Someone on the forum pointed out the refillable inkjets as being the cheapest. I googled it. The cheapest one was double the price of an entry level inkjet printer, and it intentionally did not have a replaceable sponge. When the internal sponge was filled with ink, the printer was dead. The reviews said that you could only refill it ONCE!
Kilrah:
Hmm I still see those original cartridges available on amazon, so is there any reason you wouldn't be good for at least another 5 years with one? Does the wiper also degrade in factory sealed package?
Kilrah:
--- Quote from: KL27x on January 20, 2019, 04:58:26 am ---Someone on the forum pointed out the refillable inkjets as being the cheapest. I googled it. The cheapest one was double the price of an entry level inkjet printer, and it intentionally did not have a replaceable sponge. When the internal sponge was filled with ink, the printer was dead. The reviews said that you could only refill it ONCE!
--- End quote ---
Look at the Epson EcoTank ones.
Friend has one and I recently used it for an animation where we'd take photos of people at an event and give them an A4 high quality print on photo paper. Printed about 150 of them and only used about a 3rd of the printer's photo ink tanks (which a refill bottle fills 2-3 times), so maybe about $5 worth of ink. The sponge is an externally accessible "maintenance kit" that costs about $20 and is swapped in seconds, and on his 1 year old printer currently reports about half used.
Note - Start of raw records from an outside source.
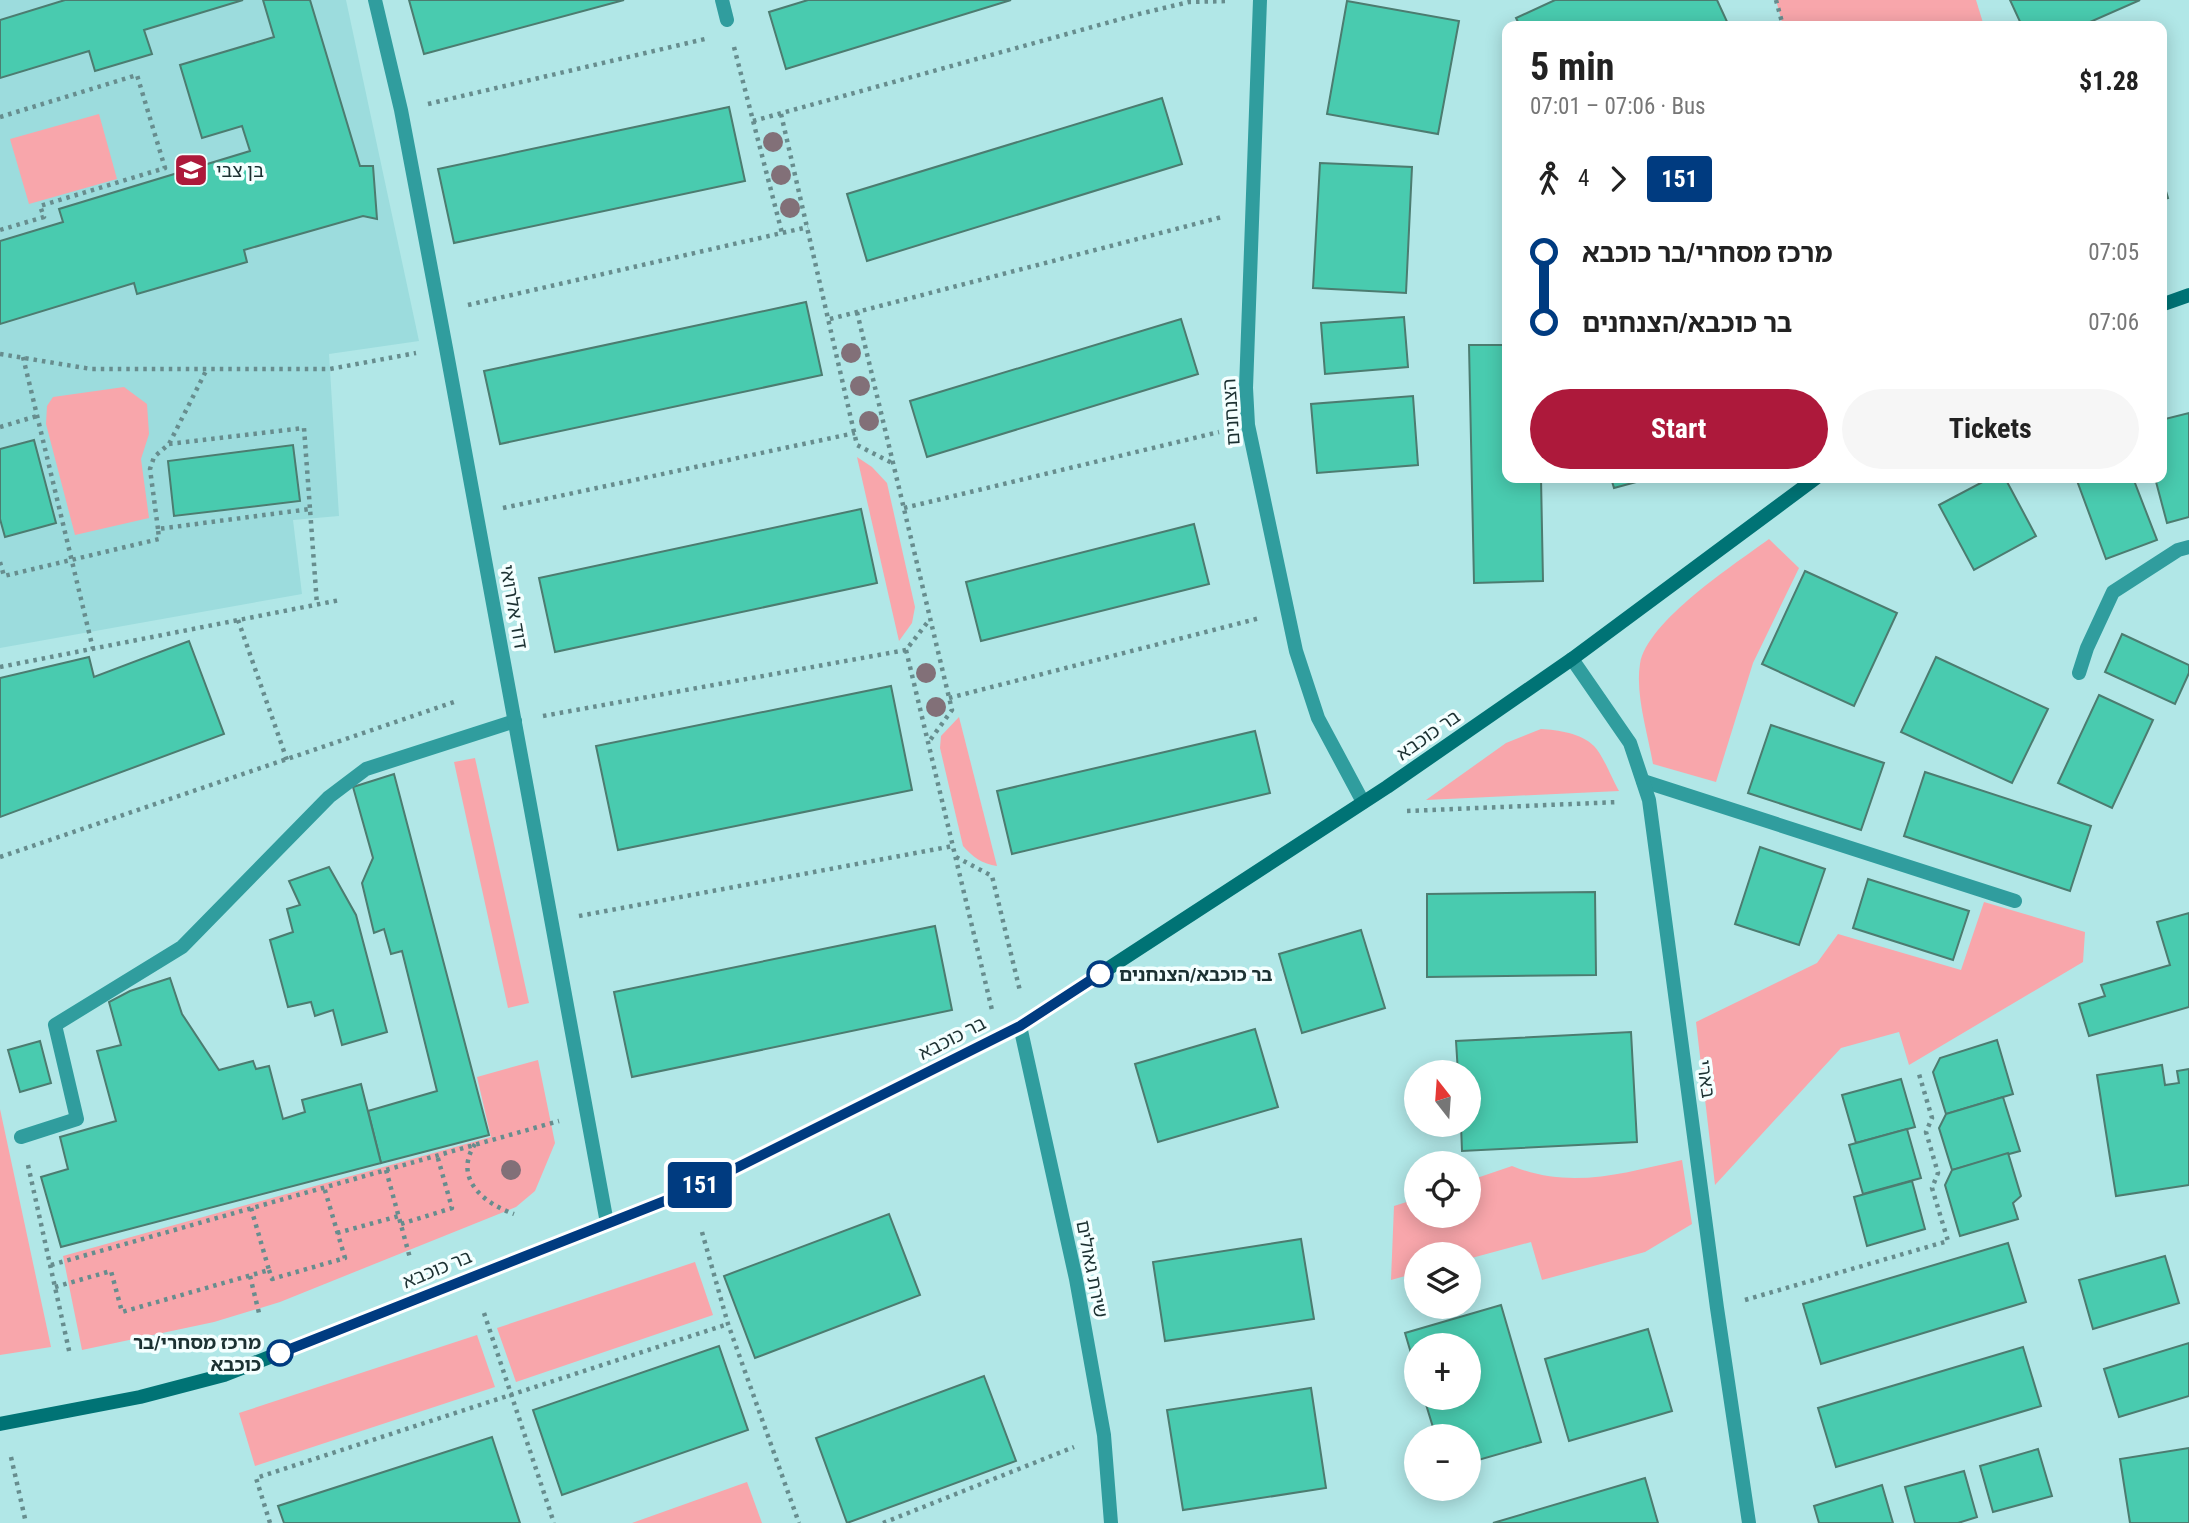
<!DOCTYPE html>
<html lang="en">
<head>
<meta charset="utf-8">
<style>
	body { margin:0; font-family:"Roboto Condensed","Noto Sans Hebrew",sans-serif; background:#f6f6f6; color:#222; height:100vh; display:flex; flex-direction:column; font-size:26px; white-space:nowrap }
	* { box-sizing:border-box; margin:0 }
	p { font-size:23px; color:#767676 }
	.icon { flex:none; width:38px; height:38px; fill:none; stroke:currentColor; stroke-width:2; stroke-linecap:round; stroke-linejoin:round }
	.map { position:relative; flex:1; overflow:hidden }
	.side { position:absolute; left:1502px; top:21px; width:665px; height:462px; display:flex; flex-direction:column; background:#fff; border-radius:14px; box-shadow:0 4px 18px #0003 }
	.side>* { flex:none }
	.badge { padding:0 14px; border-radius:5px; font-size:24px; line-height:46px }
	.needle { width:46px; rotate:343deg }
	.tools { position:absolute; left:1404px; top:1060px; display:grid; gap:14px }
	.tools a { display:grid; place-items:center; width:77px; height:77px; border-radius:50%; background:#fff; box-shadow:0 4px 18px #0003; font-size:35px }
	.map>.badge { position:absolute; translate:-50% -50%; box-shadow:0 0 0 4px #fff }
	.legs { display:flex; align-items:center; gap:10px; height:77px; padding:0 28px; font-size:23px }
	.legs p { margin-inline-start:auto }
	.head { display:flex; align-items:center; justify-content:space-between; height:119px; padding:0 28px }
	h1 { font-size:38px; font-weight:700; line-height:52px }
	.cta { display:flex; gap:14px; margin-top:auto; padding:14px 28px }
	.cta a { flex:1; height:80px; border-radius:42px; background:#ad193b; color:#fff; font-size:28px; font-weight:700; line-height:80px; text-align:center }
	.cta a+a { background:#f6f6f6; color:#222 }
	ul { padding:0 28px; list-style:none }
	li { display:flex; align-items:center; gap:24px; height:70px; font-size:26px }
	li i { display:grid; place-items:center; width:10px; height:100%; margin:0 9px; background:currentColor }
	li i::after { content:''; width:18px; height:18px; margin:-9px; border:5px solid; border-radius:50%; background:#fff }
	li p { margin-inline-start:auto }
	li:first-child i { background:linear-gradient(#0000 50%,currentColor 0) }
	li:last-child i { background:linear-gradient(currentColor 50%,#0000 0) }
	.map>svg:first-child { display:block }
	.built { fill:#9cdcdd }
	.green { fill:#f8a6ab }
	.building { fill:#49cbaf; stroke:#4c7c70; stroke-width:2 }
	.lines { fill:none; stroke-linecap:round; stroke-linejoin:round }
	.path { stroke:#678d8e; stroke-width:4.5; stroke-dasharray:3.5 5; stroke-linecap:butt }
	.lane { stroke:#309d9e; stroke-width:14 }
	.street { stroke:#309d9e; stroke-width:14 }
	.secondary { stroke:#007375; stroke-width:14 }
	.tree { fill:#827078 }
	.line-1-casing { stroke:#fff; stroke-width:16 }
	.line-1 { stroke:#003b80; stroke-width:10 }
	.stop-1-dot { fill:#fff; stroke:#003b80; stroke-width:3.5 }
	.labels { text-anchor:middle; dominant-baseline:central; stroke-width:7; stroke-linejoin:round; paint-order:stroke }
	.poi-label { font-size:19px; fill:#1c3132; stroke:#f4ffff; text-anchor:start }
	.street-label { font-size:19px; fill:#1c3132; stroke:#f4ffff }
	.stop-label { font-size:19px; font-weight:bold; fill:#1c3132; stroke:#f4ffff; text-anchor:start }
</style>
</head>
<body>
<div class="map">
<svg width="2189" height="1523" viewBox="0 0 2189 1523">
	<rect width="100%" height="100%" fill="#b1e7e7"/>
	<path class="built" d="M0,0H346L419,341L329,354L339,516L293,520L302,594L0,648Z"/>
	<g class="green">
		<path d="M1776,0H1976L1984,26H1783Z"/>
		<path d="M99,114L117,179L29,204L10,139Z"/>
		<path d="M124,387L147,404L149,434L141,459L149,518L75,535L46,424L47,406L53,397Z"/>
		<path d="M857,457L872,467L887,483L915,607L912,623L899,641Z"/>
		<path d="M1769,539L1799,568L1753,663L1716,782L1653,764C1648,734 1635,694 1640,664C1647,621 1735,564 1769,539Z"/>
		<path d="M959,717L997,866C982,864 973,857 963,846L940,748L941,736Z"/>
		<path d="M1541,729C1558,730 1581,733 1594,746C1603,755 1612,779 1619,791L1426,800L1506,743Z"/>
		<path d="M475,758L529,1003L508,1008L454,762Z"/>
		<path d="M1984,902L2085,932L2083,962L1909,1065L1899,1032L1841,1048L1715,1185L1696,1022L1817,963L1838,934L1961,970Z"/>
		<path d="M538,1060L555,1143L535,1191L516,1207L280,1302L214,1322L82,1350L63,1256L491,1137L477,1077Z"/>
		<path d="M0,1109L51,1347L0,1355Z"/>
		<path d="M1682,1160L1692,1224L1645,1252L1542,1280L1531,1242L1468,1259V1255H1416V1273L1391,1280L1394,1206L1416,1199V1216H1468V1181L1512,1166C1571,1190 1623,1173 1682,1160Z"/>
		<path d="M695,1262L713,1315L516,1382L497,1328Z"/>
		<path d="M477,1335L495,1387L255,1466L239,1413Z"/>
		<path d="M747,1482L762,1523H632Z"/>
	</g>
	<g class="building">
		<path d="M65,0H243L144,30L152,54L95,71L89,51L0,78V20Z"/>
		<path d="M263,0H310L360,166H373L377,219L363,216L244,250L247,262L137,294L134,283L0,324V241L63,222L59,209L250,151L242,126L202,138L180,65L274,37Z"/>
		<path d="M409,0H624L424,54Z"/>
		<path d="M808,0H1011L786,69L769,12Z"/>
		<path d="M1555,0H1717L1729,26H1520L1516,18Z"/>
		<path d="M2010,0H2140L2081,26H2022Z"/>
		<path d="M1347,1L1459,21L1438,134L1327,114Z"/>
		<path d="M1162,98L1182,164L867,261L847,194Z"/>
		<path d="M729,107L745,181L454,243L438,169Z"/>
		<path d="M1320,163L1412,167L1406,293L1313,288Z"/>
		<path d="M2161,174L2168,198L2161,200Z"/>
		<path d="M806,302L822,375L500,444L484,371Z"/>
		<path d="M1404,317L1408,367L1325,374L1321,323Z"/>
		<path d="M1181,319L1198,374L927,457L910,401Z"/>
		<path d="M1469,345H1507V478H1541L1543,581L1474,583Z"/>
		<path d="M1413,396L1418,465L1317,473L1311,404Z"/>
		<path d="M2189,413V517L2167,523L2155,478H2161V420Z"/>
		<path d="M34,440L56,523L5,537L0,519V449Z"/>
		<path d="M293,445L300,501L174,516L168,461Z"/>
		<path d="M1611,478H1651L1614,488Z"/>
		<path d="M1990,478H2005L2036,536L1974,570L1939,505Z"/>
		<path d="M2076,478H2133L2157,540L2106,559Z"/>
		<path d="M861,509L877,583L555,652L539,578Z"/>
		<path d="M1194,524L1209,584L981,641L966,582Z"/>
		<path d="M1805,571L1897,613L1854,706L1762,664Z"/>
		<path d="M2122,634L2189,665V673L2175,704L2105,672Z"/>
		<path d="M189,641L224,734L0,817V678L89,657L94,677Z"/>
		<path d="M1936,657L2048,709L2012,783L1901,732Z"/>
		<path d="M891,686L912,790L618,850L596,746Z"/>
		<path d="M2099,695L2153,720L2112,808L2058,783Z"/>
		<path d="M1771,725L1884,763L1861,830L1748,793Z"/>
		<path d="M1255,731L1270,793L1012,854L997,791Z"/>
		<path d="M1925,772L2091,826L2070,891L1904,836Z"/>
		<path d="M394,774L489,1135L381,1163L368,1111L437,1091L402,951L391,954L384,929L374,933L362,883L373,858L353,787Z"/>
		<path d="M1760,847L1825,869L1799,945L1735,924Z"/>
		<path d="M329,867L356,915L387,1032L342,1045L333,1010L315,1016L311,1002L288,1007L270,940L293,932L287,909L300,905L289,881Z"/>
		<path d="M1868,879L1969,911L1953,960L1853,928Z"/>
		<path d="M1595,892L1596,975L1427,977V894Z"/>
		<path d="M2189,913V1007L2089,1036L2079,1004L2105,996L2101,985L2170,965L2157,922Z"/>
		<path d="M935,926L952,1010L632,1077L614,992Z"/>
		<path d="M1361,930L1385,1008L1302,1033L1279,954Z"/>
		<path d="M170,978L182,1014L219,1070L253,1061L256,1069L269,1066L283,1119L305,1112L302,1100L361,1084L381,1163L61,1247L41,1177L68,1169L60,1137L116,1121L97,1051L121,1045L109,1002L130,991Z"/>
		<path d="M1255,1029L1278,1107L1158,1142L1135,1064Z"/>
		<path d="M1631,1032L1637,1142L1462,1151L1461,1125H1468V1073H1458L1456,1041Z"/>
		<path d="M1997,1040L2013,1094L1946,1114L1933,1072L1940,1058Z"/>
		<path d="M40,1041L51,1083L20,1092L8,1050Z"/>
		<path d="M2162,1065L2165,1085L2179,1083L2177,1071L2189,1069V1185L2116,1196L2097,1075Z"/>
		<path d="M1901,1079L1915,1127L1856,1143L1842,1095Z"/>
		<path d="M2003,1097L2020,1151L1952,1170L1939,1128L1946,1114Z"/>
		<path d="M1907,1129L1921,1178L1863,1194L1849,1145Z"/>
		<path d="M2008,1153L2021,1196L2013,1203L2018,1219L1960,1236L1945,1185L1952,1170Z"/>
		<path d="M1912,1181L1925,1229L1867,1246L1854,1197Z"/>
		<path d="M889,1214L920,1295L755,1358L724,1276Z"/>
		<path d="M1301,1239L1314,1319L1165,1341L1153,1262Z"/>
		<path d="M2008,1243L2026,1302L1821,1364L1803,1304Z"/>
		<path d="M2165,1256L2179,1303L2093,1329L2079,1280Z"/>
		<path d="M1501,1305L1541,1442L1468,1463V1437H1436L1424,1398H1468V1346H1416V1370L1405,1333Z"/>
		<path d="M1648,1329L1672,1411L1569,1441L1545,1359Z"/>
		<path d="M2189,1343V1396L2119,1417L2104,1369Z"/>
		<path d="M719,1346L748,1430L562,1495L533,1410Z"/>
		<path d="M2023,1347L2041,1406L1836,1467L1818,1408Z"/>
		<path d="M984,1376L1016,1461L847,1523L816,1438Z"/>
		<path d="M1311,1388L1326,1488L1183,1510L1167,1410Z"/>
		<path d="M492,1437L520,1523H284L278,1506Z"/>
		<path d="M2189,1448V1523H2130L2120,1459Z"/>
		<path d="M2038,1449L2052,1496L1993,1512L1980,1466Z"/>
		<path d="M1964,1471L1977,1517L1958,1523H1915L1905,1487Z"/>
		<path d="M1645,1478L1658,1523H1493Z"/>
		<path d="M1882,1485L1893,1523H1819L1814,1506Z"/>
	</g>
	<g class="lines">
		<g class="path">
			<path d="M1776,0L1783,26"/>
			<path d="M734,47L782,233"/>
			<path d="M428,104L705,39"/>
			<path d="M781,114L857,445L894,464"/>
			<path d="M0,117L137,75L165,168L40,206L44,217L0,230"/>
			<path d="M753,121L1139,14L1189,2L1230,1"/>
			<path d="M468,305L808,227"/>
			<path d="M857,312L952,710L928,743"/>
			<path d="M830,319L1222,217"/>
			<path d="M0,354L91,369H330L416,353"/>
			<path d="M23,357L93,649"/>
			<path d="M0,427L37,416"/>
			<path d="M169,444L304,428L310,509"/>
			<path d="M503,508L855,433"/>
			<path d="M904,508L1219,432"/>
			<path d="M158,529L150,469L154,457L169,444L207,369"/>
			<path d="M0,562L4,576L159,539L158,529L310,509L317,605"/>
			<path d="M238,620L287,760"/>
			<path d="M906,650L992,1010"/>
			<path d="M0,667L340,600"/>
			<path d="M949,698L1260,618"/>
			<path d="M543,716L906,650L930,619"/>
			<path d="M1407,811L1619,802"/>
			<path d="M0,857L454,702"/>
			<path d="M956,857L992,876L1020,991"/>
			<path d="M579,916L953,846"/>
			<path d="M475,1144C453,1178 483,1203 514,1214"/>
			<path d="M28,1165L70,1355"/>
			<path d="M386,1170L410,1258"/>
			<path d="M401,1224L452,1208L437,1155"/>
			<path d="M702,1232L728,1324L799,1523"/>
			<path d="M337,1233L399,1216"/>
			<path d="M51,1265L559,1121"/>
			<path d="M269,1270L272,1279L345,1258L324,1187"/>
			<path d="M250,1276L259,1313"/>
			<path d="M55,1287L111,1271L122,1312L269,1270L251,1208"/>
			<path d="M1745,1300L1948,1241L1932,1188L1938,1173L1926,1132L1932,1118L1919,1074"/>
			<path d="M484,1313L554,1523"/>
			<path d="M11,1457L26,1523"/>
			<path d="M270,1523L256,1478L728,1324"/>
			<path d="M883,1523L1074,1447"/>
		</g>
		<g class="lane">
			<path d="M722,0L727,20"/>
			<path d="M2079,673L2087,648L2113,592L2178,550L2189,547"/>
			<path d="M1643,781L2015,901"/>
			<path d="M21,1137L77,1119L55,1025L182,947L329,797L366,769L515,721"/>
		</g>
		<g class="street">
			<path d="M375,0L401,110L446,348L607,1223"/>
			<path d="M1260,0L1246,388L1248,425L1296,651L1318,718L1363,802"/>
			<path d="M1572,659L1630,743L1649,800L1717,1308L1749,1523"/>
			<path d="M1020,1026L1076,1279L1104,1435L1111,1523"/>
		</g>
		<g class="secondary">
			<path d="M2161,305L2189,295"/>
			<path d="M0,1424L140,1397L224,1375L690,1191L1020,1026L1387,787L1572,659L1816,478"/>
		</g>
	</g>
	<g class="tree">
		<circle cx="773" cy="142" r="10"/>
		<circle cx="781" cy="175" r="10"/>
		<circle cx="790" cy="208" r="10"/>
		<circle cx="851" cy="353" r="10"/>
		<circle cx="860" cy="386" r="10"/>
		<circle cx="869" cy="421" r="10"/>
		<circle cx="926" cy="673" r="10"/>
		<circle cx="936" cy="707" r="10"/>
		<circle cx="511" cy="1170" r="10"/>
	</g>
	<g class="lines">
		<g class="line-1-casing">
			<path id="line-1" d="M280,1353L690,1191L1020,1026L1100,974"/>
		</g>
		<use href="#line-1" class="line-1"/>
	</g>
	<defs>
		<g id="school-square" transform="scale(1.75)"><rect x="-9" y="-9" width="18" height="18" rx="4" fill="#ad193b" stroke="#f4ffff"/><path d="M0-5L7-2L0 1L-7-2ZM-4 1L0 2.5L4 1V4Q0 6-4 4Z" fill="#fff"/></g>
	</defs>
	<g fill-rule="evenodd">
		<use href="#school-square" x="191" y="170"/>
	</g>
	<g class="stop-1-dot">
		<circle cx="1100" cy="974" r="12"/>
		<circle cx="280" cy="1353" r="12"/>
	</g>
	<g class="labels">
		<g class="poi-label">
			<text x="216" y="170">בן צבי</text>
		</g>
		<g class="street-label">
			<text transform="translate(1231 412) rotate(-94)">הצנחנים</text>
			<text transform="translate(514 607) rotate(80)">דוד אלרואי</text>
			<text transform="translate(1428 735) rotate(-35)">בר כוכבא</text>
			<text transform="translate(952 1038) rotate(-27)">בר כוכבא</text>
			<text transform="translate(1706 1079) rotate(82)">בארי</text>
			<text transform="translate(437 1269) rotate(-22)">בר כוכבא</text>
			<text transform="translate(1092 1269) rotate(79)">שירת גאולים</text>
		</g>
		<g class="stop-label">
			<text x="1119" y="974">בר כוכבא/הצנחנים</text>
			<text x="261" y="1342" text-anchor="end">מרכז מסחרי/בר<tspan x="261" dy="22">כוכבא</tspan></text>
		</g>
	</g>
</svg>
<div class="tools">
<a><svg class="needle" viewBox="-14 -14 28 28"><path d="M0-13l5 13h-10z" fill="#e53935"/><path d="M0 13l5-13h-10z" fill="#767676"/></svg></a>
<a><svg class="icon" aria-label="locate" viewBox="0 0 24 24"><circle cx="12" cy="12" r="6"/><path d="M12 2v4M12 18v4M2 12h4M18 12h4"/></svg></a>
<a><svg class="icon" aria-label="layers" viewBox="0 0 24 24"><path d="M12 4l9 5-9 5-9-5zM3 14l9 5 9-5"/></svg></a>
<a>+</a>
<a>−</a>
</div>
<b class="badge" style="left:700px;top:1185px;background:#003b80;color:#fff">151</b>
<section class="side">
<div class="head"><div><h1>5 min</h1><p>07:01 – 07:06 · Bus</p></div><b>$1.28</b></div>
<div class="legs"><svg class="icon" aria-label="walk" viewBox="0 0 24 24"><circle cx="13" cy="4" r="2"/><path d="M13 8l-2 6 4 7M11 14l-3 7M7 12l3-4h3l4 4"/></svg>4<svg class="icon" aria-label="forward" viewBox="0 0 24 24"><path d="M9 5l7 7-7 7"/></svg><b class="badge" style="background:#003b80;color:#fff">151</b></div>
<ul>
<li><i style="color:#003b80"></i><b>מרכז מסחרי/בר כוכבא</b><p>07:05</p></li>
<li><i style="color:#003b80"></i><b>בר כוכבא/הצנחנים</b><p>07:06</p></li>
</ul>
<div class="cta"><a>Start</a><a>Tickets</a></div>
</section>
</div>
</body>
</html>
Of course the printer is more expensive, aka its real value instead of being discounted to nothing because of making up for it in the long run with inflated cartridge prices.
james_s:
I make a point of never, ever buying OEM cartridges retail, I refuse to support that business model and the tremendous waste resulting from the fact that it's often cheaper to buy a whole new printer than it is to replace the consumables. If I really want an OEM cartridge I'll find one on ebay.